He campaigned on a promise to end political correctness and bring pride back to the United States.
And yet in the wake of Donald Trump’s election, American universities have taken political correctness to the extreme — with one removing the U.S. flag from their campus, and another speaking out against a “party in the USA” themed celebration, in case students were offended.
Trump’s campaign and his surprise victory has undoubtedly energized extreme elements. The Southern Poverty Law Center said that it has received over 700 reports of hate crimes since the election, with 40 per cent of them in schools and universities.
But on the other end of the spectrum, American educational establishments have found themselves being ridiculed.
The day after the election students began calling for the removal of the Stars and Stripes from their campus, saying it was a symbol of racism and hatred. It was lowered that night, and then a day later someone set fire to it. The flag was replaced, but the college board announced that it would be flown at half-mast, “to acknowledge the grief and pain experienced by so many.”
But veterans said it made a mockery of the tradition of flying a flag at half-mast to symbolize mourning.
Jonathan Lash, the president of the college, then announced the flag would temporarily be removed to “enable us to instead focus our efforts on addressing racist, misogynistic, Islamophobic, anti-immigrant, anti-Semitic, and anti-LGBTQ rhetoric and behaviours.” He added: “Some have perceived the action of lowering the flag as a commentary on the results of the presidential election – this, unequivocally, was not our intent.”

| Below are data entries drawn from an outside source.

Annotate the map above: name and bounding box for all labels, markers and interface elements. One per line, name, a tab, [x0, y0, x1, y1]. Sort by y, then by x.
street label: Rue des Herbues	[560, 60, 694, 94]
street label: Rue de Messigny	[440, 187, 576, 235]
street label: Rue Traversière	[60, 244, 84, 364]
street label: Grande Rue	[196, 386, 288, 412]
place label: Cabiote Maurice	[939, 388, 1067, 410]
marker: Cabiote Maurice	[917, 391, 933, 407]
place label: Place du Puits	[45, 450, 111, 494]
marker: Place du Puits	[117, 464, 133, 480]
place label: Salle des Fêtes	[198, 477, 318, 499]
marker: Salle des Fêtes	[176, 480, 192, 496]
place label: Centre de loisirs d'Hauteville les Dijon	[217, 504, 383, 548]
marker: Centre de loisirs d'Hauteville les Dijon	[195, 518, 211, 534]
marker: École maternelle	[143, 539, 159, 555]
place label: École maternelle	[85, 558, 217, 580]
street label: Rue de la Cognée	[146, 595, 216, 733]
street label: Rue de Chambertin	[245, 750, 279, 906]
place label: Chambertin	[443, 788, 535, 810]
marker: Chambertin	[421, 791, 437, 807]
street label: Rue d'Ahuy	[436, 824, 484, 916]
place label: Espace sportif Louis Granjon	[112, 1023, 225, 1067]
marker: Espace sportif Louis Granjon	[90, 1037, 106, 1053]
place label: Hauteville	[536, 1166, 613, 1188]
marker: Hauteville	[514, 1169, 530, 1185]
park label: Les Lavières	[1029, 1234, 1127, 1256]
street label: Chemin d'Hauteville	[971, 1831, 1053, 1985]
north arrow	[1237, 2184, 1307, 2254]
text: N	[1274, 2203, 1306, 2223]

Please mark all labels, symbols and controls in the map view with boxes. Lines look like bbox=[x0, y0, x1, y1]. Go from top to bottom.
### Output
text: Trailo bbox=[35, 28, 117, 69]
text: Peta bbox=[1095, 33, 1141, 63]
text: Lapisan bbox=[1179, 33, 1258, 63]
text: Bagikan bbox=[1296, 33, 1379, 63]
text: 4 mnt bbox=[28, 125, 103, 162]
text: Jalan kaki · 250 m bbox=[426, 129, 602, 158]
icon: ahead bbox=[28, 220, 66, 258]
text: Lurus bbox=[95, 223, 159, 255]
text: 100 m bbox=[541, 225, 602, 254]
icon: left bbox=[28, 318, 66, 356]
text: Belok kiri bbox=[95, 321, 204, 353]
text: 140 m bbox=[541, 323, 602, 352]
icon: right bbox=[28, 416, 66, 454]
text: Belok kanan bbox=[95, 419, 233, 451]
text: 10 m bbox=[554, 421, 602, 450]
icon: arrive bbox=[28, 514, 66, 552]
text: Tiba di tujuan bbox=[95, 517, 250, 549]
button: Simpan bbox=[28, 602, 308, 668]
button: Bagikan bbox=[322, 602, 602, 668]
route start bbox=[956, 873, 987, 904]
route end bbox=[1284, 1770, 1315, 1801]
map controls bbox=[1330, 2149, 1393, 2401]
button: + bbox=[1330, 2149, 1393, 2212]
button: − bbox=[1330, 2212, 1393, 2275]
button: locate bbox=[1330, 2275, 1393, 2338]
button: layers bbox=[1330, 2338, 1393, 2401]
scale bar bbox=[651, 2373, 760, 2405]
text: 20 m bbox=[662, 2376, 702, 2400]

His decision was met with derision, however. Twitter users described themselves as “disgusted” by the move, with many pointing out that the college received federal funding.
Meanwhile, student leaders at Loyola University in Maryland apologized for the theme — “Party in the USA.” The party went ahead as planned — but not without much hand-wringing about the “divisive” theme.
Rev Brian Linnane, president of the university, said the student leaders were right to be concerned.
“We heard from members of our community who were concerned that some students intended to manipulate the theme to create an unwelcoming environment at the event,” he said. He said they suggested postponing it, until a later date when the country would be “less politically charged.”